_Work item_
Every line between the top of the data below and the line with "Map reading. Build", both ends included, must be retyped exactly.

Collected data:
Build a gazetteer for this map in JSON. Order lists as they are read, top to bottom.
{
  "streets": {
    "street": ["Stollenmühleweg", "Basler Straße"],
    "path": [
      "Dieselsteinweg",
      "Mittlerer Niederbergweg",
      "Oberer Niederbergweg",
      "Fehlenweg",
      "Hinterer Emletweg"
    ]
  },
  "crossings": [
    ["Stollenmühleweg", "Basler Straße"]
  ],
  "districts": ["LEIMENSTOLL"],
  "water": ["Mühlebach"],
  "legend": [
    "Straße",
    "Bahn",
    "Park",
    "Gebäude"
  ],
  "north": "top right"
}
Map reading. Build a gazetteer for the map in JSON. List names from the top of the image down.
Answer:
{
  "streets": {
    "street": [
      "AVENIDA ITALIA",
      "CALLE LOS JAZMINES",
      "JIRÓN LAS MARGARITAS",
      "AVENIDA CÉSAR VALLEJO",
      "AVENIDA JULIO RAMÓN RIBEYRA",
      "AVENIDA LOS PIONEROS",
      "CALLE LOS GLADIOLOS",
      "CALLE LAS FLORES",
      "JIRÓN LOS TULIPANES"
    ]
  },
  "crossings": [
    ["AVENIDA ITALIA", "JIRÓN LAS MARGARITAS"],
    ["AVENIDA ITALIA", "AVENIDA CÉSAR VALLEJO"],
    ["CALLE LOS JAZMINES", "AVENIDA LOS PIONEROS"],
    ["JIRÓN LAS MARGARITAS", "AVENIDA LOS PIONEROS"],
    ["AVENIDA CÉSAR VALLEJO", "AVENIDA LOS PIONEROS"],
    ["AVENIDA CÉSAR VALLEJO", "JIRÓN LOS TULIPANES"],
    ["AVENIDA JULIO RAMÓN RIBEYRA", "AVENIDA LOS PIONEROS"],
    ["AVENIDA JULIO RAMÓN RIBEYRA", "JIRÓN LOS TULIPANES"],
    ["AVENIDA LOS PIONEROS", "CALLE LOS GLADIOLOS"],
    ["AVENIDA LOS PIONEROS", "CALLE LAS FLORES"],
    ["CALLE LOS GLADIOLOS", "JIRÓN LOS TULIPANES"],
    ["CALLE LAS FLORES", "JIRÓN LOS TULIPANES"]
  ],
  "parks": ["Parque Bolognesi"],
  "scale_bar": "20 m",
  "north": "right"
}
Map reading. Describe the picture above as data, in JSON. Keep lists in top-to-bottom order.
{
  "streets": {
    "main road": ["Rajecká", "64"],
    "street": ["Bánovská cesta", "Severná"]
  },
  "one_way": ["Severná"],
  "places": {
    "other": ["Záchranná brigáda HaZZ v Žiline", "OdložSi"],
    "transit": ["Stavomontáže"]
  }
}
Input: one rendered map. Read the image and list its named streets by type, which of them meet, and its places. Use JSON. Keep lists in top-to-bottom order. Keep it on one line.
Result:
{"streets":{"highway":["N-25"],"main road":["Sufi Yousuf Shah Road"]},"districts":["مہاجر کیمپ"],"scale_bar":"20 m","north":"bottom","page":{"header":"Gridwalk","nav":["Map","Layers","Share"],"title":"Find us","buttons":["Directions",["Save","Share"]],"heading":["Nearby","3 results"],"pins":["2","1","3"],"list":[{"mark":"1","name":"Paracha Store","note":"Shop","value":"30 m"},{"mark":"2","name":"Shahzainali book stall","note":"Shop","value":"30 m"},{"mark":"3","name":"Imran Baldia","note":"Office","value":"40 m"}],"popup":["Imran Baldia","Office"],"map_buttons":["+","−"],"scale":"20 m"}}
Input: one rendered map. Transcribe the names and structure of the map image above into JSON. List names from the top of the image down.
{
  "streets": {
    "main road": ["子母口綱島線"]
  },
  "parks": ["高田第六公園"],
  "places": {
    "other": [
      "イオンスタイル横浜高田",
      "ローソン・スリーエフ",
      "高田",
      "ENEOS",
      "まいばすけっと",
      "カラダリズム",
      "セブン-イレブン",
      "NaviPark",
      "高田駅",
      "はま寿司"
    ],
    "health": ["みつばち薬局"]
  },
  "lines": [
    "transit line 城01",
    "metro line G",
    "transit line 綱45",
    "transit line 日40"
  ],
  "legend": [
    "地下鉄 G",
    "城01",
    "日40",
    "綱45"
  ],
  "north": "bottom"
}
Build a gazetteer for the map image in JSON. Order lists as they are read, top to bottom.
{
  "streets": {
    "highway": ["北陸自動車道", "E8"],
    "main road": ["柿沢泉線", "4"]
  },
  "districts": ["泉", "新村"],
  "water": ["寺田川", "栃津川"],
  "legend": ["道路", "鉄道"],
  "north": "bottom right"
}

_Answer to this exercise_
Build a gazetteer for this map in JSON. Order lists as they are read, top to bottom.
{
  "streets": {
    "street": ["Stollenmühleweg", "Basler Straße"],
    "path": [
      "Dieselsteinweg",
      "Mittlerer Niederbergweg",
      "Oberer Niederbergweg",
      "Fehlenweg",
      "Hinterer Emletweg"
    ]
  },
  "crossings": [
    ["Stollenmühleweg", "Basler Straße"]
  ],
  "districts": ["LEIMENSTOLL"],
  "water": ["Mühlebach"],
  "legend": [
    "Straße",
    "Bahn",
    "Park",
    "Gebäude"
  ],
  "north": "top right"
}
Map reading. Build a gazetteer for the map in JSON. List names from the top of the image down.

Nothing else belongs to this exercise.